In cases of transection of the base as a sole risk factor for thin melanomas, a discussion with the pathologist and clinical correlation is required. In most cases, the bulk of the gross lesion had been removed, and there is only a small focus of melanoma at the deep biopsy margin. In this situation, we would not recommend SLNB. If the biopsy was a sampling of a larger lesion or the lesion was clearly transected at the base across a deeper lesion, we would consider SLNB. A risks/benefit discussion of SLNB should be held with all patients as part of the shared decision-making process.
At the minimum, SLNB is the most reliable staging procedure for a patient who has clinically asymptomatic, node-negative disease, and the status of the regional nodal basin remains the single most significant prognostic factor. Unlike systemic imaging, which has a yield of less than 5%,1-3 SLNB identifies microscopic nodal disease in approximately 20% of patients with intermediate-thickness primaries.4 Patients with intermediate-thickness melanoma are a heterogeneous group, consisting of both patients who have microscopically positive and microscopically node-negative disease. Accurately stratifying these patients as stage I/II or stage III has implications in disease management, including the use and type of adjuvant therapy and clinical trial eligibility.

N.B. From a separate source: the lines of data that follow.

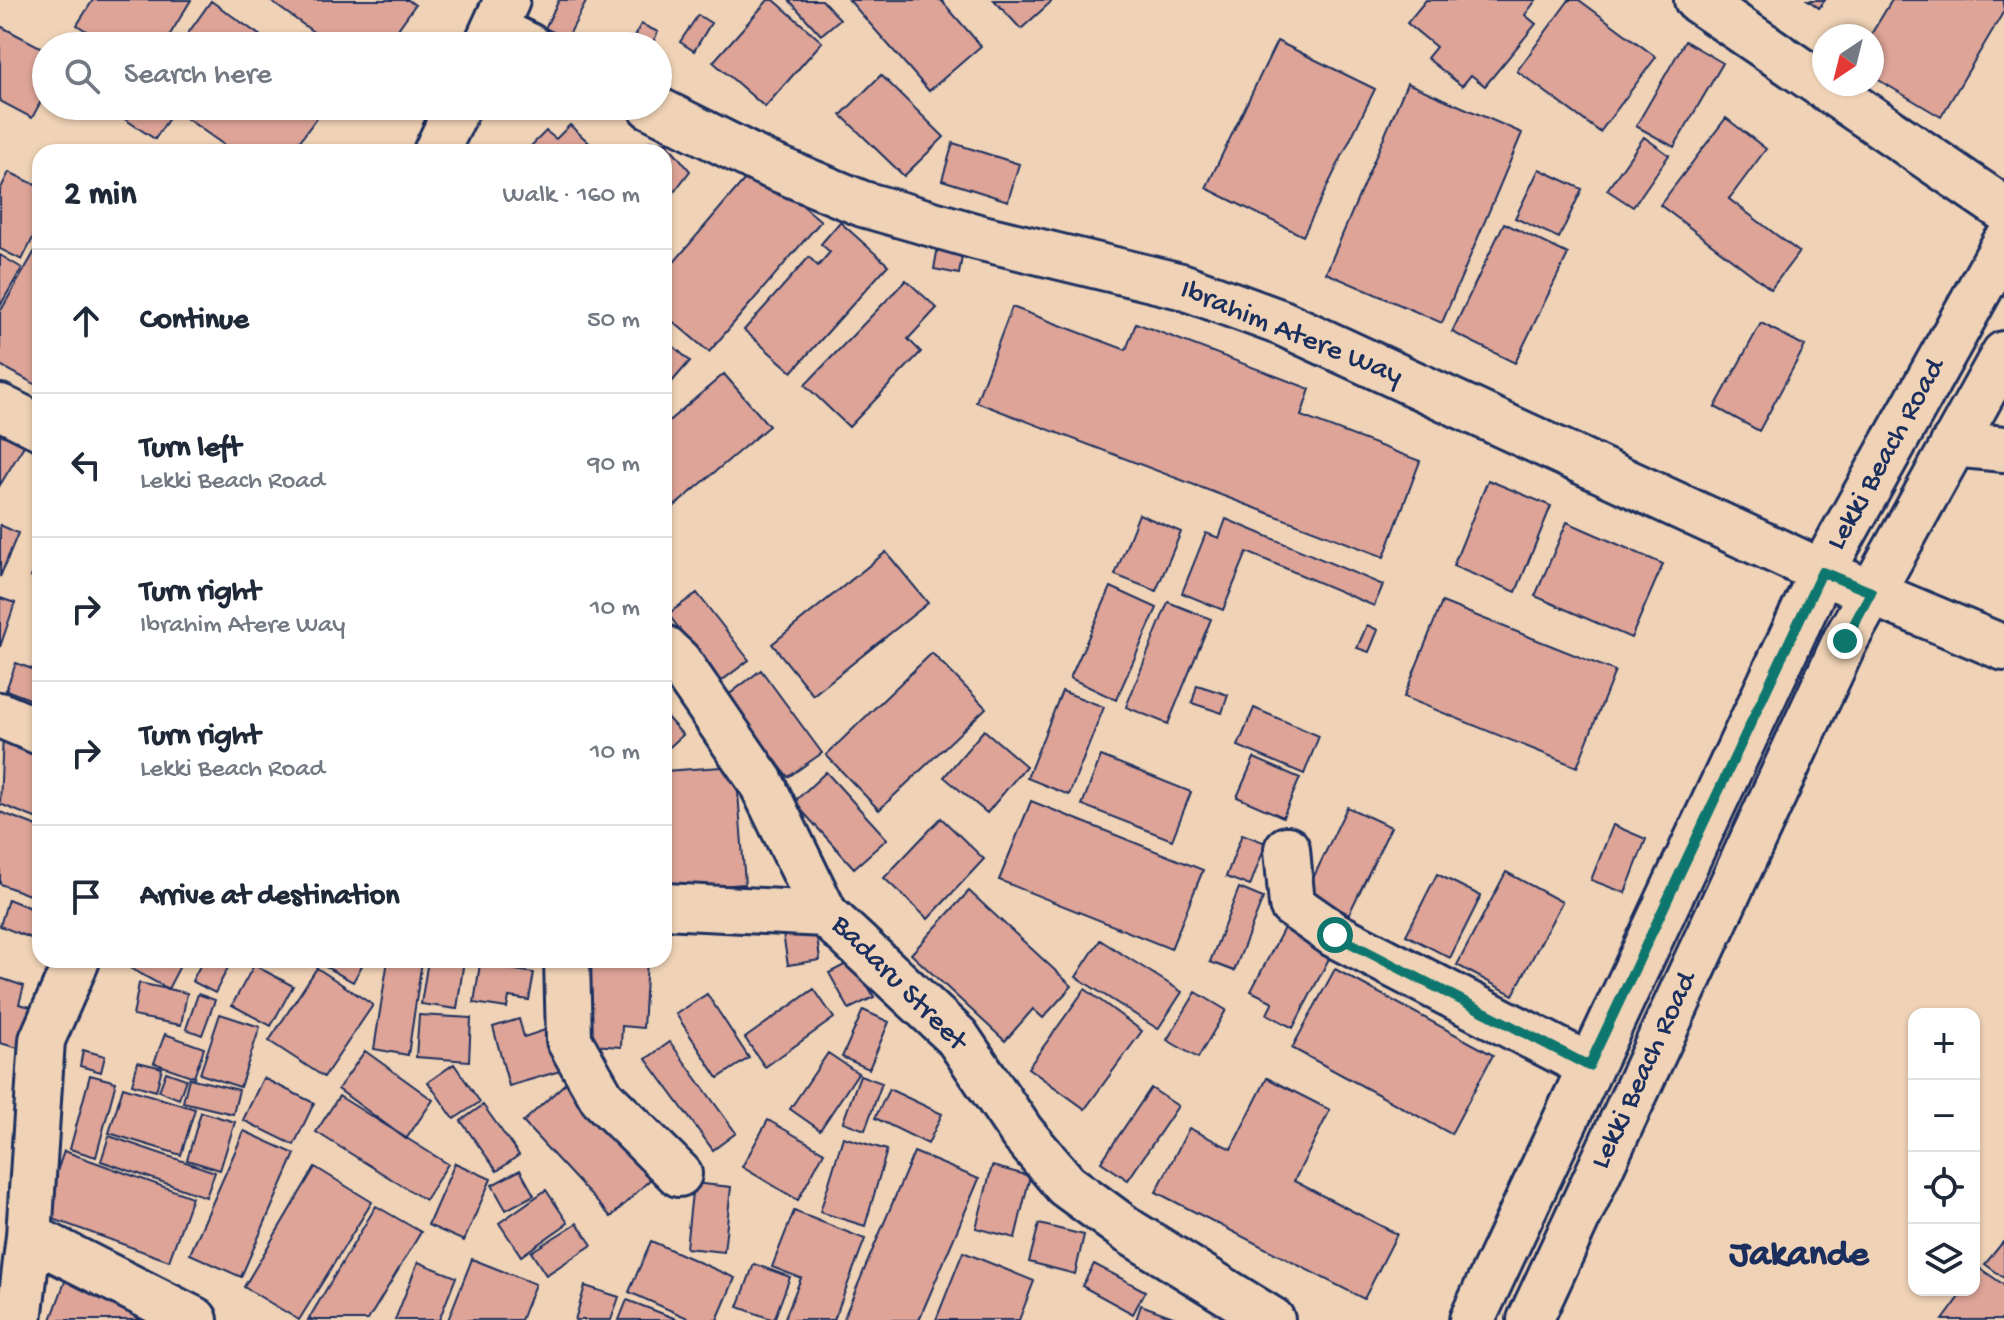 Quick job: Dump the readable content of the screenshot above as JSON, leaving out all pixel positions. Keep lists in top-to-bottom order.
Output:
{
  "streets": {
    "street": ["Ibrahim Atere Way", "Lekki Beach Road", "Badaru Street"]
  },
  "crossings": [
    ["Ibrahim Atere Way", "Lekki Beach Road"]
  ],
  "districts": ["Jakande"],
  "north": "bottom left",
  "page": {
    "search": "Search here",
    "heading": ["2 min", "Walk · 160 m"],
    "list": [
      ["Continue", "50 m"],
      ["Turn left", "Lekki Beach Road", "90 m"],
      ["Turn right", "Ibrahim Atere Way", "10 m"],
      ["Turn right", "Lekki Beach Road", "10 m"],
      "Arrive at destination"
    ],
    "map_buttons": ["+", "−"]
  }
} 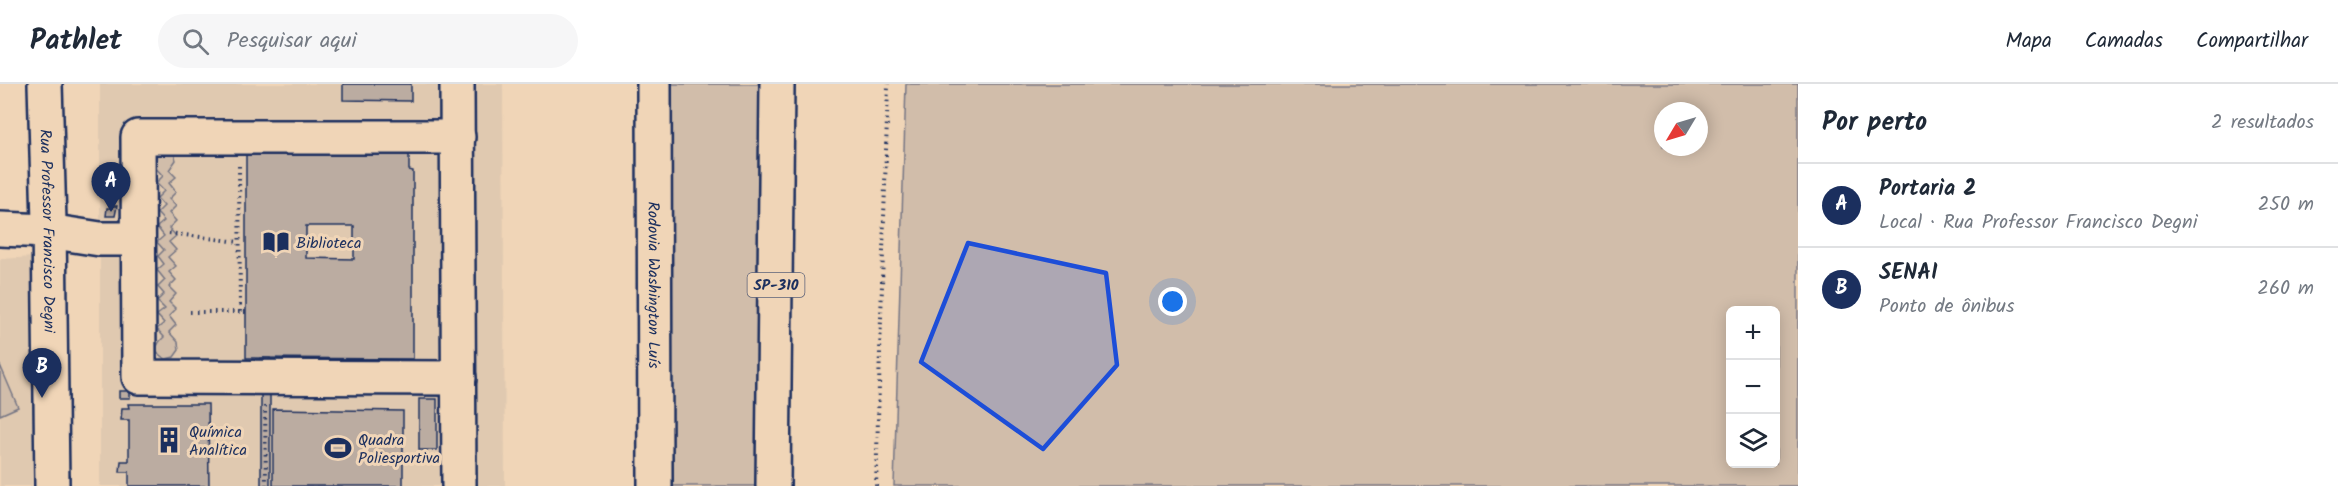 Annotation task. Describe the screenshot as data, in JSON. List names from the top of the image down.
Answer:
{
  "streets": {
    "main road": ["Rua Professor Francisco Degni", "Rodovia Washington Luís", "SP-310"]
  },
  "places": {
    "library": ["Biblioteca"],
    "building": ["Química Analítica"],
    "sports": ["Quadra Poliesportiva"]
  },
  "north": "bottom left",
  "page": {
    "header": "Pathlet",
    "search": "Pesquisar aqui",
    "nav": ["Mapa", "Camadas", "Compartilhar"],
    "heading": ["Por perto", "2 resultados"],
    "pins": ["A", "B"],
    "list": [
      {
        "mark": "A",
        "name": "Portaria 2",
        "note": "Local · Rua Professor Francisco Degni",
        "value": "250 m"
      },
      {
        "mark": "B",
        "name": "SENAI",
        "note": "Ponto de ônibus",
        "value": "260 m"
      }
    ],
    "map_buttons": ["+", "−"]
  }
} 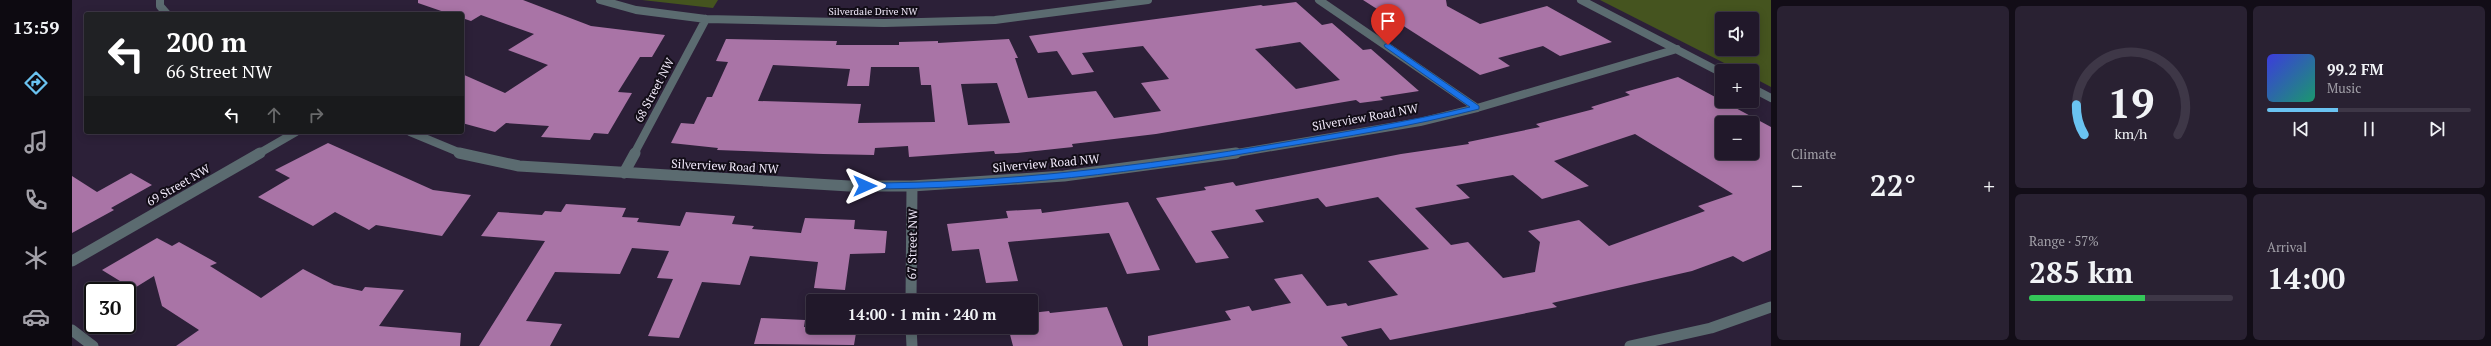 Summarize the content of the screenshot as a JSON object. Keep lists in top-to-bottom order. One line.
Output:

SLNB has been shown to improve disease-free survival (DFS) but not melanoma-specific survival (MSS). Eighty percent of patients with intermediate-thickness melanoma have sentinel lymph node–negative disease and cannot receive a therapeutic benefit from the procedure. This dilutes our ability to show an MSS benefit of removing microscopic disease, and no trial will be powered to overcome this. Thus, it is not expected that SLNB will improve MSS for the entire group of patients with clinically node-negative disease; however, for the 20% who have microscopic nodal disease, removing this disease with a SLNB will improve both DFS and MSS. As shown in the MSLT-I trial, essentially all micrometastases become clinically significant with time.4 Even with aggressive follow-up, the nodal disease burden in patients randomly selected to receive SLNB was, on average, one microscopically positive lymph node as compared to macroscopic disease in three lymph nodes in those randomly assigned to no SLNB.5 The absolute improvement in 10-year MSS for the cohort of patients with node-positive disease was 15% better for those randomly selected to receive SLNB compared with observation. Clinically occult disease, if observed, will likely present itself as macroscopic disease with a worse outcome. Unfortunately, without surgical and pathologic staging, vis-à-vis SLNB, we currently do not have a reliable method of discriminating preoperatively those with and those without micrometastatic nodal involvement. Ongoing research into molecular variables of the primary tumor show promise and will likely change this in the future.6 Until then, clinical staging is not reliable, and SLNB is a procedure that offers significant prognostic information and an improvement in MSS for a select group of patients who have microscopically node-positive disease. It also allows consideration of adjuvant therapy options and clinical trial participation for those with stage III disease.